__ACTION ITEM__.
Which lines in the data below contain the string "water"? Show each one.

(Collected data entries)
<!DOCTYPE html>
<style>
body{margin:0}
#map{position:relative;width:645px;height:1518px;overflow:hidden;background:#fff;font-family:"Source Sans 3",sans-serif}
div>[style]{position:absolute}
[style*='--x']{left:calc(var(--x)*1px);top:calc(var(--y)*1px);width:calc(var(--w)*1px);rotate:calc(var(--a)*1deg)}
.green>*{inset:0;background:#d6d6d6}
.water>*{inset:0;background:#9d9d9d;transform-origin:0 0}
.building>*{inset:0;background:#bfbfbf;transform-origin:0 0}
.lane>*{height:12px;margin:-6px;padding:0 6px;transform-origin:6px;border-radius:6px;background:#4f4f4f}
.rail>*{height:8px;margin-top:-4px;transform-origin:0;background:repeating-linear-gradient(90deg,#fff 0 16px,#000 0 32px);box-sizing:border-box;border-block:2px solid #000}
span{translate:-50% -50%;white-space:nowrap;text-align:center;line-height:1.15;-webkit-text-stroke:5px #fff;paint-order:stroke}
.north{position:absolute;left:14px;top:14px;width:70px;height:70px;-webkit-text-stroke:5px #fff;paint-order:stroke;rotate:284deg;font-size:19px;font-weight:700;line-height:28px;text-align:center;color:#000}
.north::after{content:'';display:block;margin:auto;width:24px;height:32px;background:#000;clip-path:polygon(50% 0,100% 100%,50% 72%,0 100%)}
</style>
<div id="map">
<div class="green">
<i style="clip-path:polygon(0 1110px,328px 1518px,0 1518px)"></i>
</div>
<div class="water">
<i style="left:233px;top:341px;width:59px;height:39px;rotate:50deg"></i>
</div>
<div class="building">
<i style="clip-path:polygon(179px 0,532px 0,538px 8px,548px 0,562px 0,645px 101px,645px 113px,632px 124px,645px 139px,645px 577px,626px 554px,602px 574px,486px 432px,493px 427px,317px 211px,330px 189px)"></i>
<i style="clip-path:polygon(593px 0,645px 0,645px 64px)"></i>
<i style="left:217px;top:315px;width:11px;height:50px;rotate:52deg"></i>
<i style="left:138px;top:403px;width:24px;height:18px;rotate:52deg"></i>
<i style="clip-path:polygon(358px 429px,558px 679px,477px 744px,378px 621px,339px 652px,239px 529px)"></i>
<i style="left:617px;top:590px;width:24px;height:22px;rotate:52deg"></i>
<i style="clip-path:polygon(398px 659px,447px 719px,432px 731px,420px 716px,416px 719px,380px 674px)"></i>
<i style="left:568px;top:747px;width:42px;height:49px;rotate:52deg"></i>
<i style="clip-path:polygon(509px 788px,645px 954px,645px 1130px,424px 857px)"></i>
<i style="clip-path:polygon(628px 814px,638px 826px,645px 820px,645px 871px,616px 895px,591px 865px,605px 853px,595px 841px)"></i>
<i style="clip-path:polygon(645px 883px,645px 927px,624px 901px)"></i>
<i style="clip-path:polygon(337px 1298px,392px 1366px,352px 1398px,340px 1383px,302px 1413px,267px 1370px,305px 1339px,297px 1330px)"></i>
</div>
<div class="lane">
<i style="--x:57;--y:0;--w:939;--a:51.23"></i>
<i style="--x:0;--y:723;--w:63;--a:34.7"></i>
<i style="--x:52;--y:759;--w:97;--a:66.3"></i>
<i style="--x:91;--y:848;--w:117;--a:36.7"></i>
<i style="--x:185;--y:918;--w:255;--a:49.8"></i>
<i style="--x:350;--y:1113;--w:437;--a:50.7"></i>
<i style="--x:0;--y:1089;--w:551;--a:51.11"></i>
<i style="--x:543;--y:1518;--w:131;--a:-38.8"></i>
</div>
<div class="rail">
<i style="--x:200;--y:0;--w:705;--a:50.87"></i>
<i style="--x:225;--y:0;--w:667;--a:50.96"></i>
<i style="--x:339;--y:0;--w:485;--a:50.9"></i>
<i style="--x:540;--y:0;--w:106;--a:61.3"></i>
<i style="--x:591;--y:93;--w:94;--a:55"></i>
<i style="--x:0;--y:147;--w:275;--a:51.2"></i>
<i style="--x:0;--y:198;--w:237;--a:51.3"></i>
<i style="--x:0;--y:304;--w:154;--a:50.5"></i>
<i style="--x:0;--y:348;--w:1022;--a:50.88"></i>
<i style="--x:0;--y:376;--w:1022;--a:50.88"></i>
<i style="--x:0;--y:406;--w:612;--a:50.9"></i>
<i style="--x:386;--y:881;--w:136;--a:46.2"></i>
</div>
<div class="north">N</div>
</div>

__RESULT OF THIS TASK__.
.water>*{inset:0;background:#9d9d9d;transform-origin:0 0}
<div class="water">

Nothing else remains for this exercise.